Bayle dit qu'il faudrait être bien dupe pour s'imaginer que la Vetula soit de ce poète. "Il n'est pas nécessaire, ajoute-t-il, d'être grand clerc pour pouvoir jurer, sans nulle ombre de témérité qu'Ovide n'a jamais fait un poème aussi barbare que celui-là, et que c'est la production d'un Chrétien du Bas-Empire."
Ici notre savant critique se trompe, comme l'a prouvé M. Cocheris, qui, dans une introduction de la traduction de ce poème, par Jean Lefèvre, démontre que de tous les écrivains que l'on pourrait regarder comme auteur de ce pastiche, aucun ne semble réunir en sa faveur autant de présomptions que Richard de Fournival, chancelier de l'église d'Amiens. Admirateur d'Ovide, clerc habile, auteur de productions fort estimées de son temps, il a laissé plusieurs poèmes qui ne sont que des imitations de l'Art d'aimer et du Remède d'amour.[33]
[33] La Vieille, ou les dernières amours d'Ovide, poème français du 14me siècle, etc. etc., par Hippolyte Cocheris. Paris: A. Aubry. 1861. Un vol. petit en 8º.

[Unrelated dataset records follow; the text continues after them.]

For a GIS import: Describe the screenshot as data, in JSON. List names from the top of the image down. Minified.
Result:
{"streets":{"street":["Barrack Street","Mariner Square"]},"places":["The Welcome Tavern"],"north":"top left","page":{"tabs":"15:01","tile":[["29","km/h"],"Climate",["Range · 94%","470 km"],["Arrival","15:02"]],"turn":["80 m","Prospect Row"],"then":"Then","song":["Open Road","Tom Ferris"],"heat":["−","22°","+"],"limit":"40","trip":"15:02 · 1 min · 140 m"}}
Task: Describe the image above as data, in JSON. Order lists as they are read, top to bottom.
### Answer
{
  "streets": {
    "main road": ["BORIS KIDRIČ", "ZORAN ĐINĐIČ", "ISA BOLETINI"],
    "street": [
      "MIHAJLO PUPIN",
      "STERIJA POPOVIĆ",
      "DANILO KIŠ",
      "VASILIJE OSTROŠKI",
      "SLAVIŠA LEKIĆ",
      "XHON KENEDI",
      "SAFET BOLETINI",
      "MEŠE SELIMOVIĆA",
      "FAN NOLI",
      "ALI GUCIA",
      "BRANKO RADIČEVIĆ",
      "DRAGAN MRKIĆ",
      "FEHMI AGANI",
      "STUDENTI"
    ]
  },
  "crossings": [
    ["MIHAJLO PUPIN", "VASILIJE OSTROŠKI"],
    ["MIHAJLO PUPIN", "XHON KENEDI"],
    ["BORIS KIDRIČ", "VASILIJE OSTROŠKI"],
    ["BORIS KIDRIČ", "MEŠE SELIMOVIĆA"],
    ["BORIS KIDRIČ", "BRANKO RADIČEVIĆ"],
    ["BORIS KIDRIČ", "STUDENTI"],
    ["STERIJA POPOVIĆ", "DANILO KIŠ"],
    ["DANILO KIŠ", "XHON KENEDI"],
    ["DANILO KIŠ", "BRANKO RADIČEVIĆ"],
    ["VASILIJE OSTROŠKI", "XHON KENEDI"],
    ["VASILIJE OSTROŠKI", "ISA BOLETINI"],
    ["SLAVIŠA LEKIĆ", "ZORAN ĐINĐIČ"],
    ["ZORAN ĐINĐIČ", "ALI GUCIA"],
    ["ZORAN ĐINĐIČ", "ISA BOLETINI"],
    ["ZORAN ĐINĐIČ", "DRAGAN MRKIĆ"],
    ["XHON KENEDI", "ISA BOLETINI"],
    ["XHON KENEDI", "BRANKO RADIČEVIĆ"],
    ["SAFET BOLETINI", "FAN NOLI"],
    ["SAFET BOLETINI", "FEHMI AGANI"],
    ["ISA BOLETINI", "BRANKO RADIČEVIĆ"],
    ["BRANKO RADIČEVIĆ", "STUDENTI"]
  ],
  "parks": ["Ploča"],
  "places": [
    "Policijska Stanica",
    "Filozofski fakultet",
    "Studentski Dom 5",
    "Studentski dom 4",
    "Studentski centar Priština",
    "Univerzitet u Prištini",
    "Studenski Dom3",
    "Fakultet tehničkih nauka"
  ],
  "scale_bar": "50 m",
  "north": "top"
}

A plusieurs reprises les romans grecs ont fourni l'occasion de pastiches qui parfois ont eu cours assez longtemps comme authentiques. Par exemple, Huet a accepté comme tel un ouvrage tout moderne: "Du vrai et parfait amour," attribué à Athénagoras d'Athènes, un des premiers défenseurs du Christianisme. On n'a jamais vu le texte grec de ce livre, dont la traduction française a été publiée pour la première fois à Paris en 1599. Il est bien prouvé aujourd'hui que l'ouvrage est une fiction du prétendu traducteur. C'est le premier modèle de toutes ces suppositions de romans traduits du grec que Montesquieu n'a pas dédaigné d'emprunter dans le Temple de Gnide.[34]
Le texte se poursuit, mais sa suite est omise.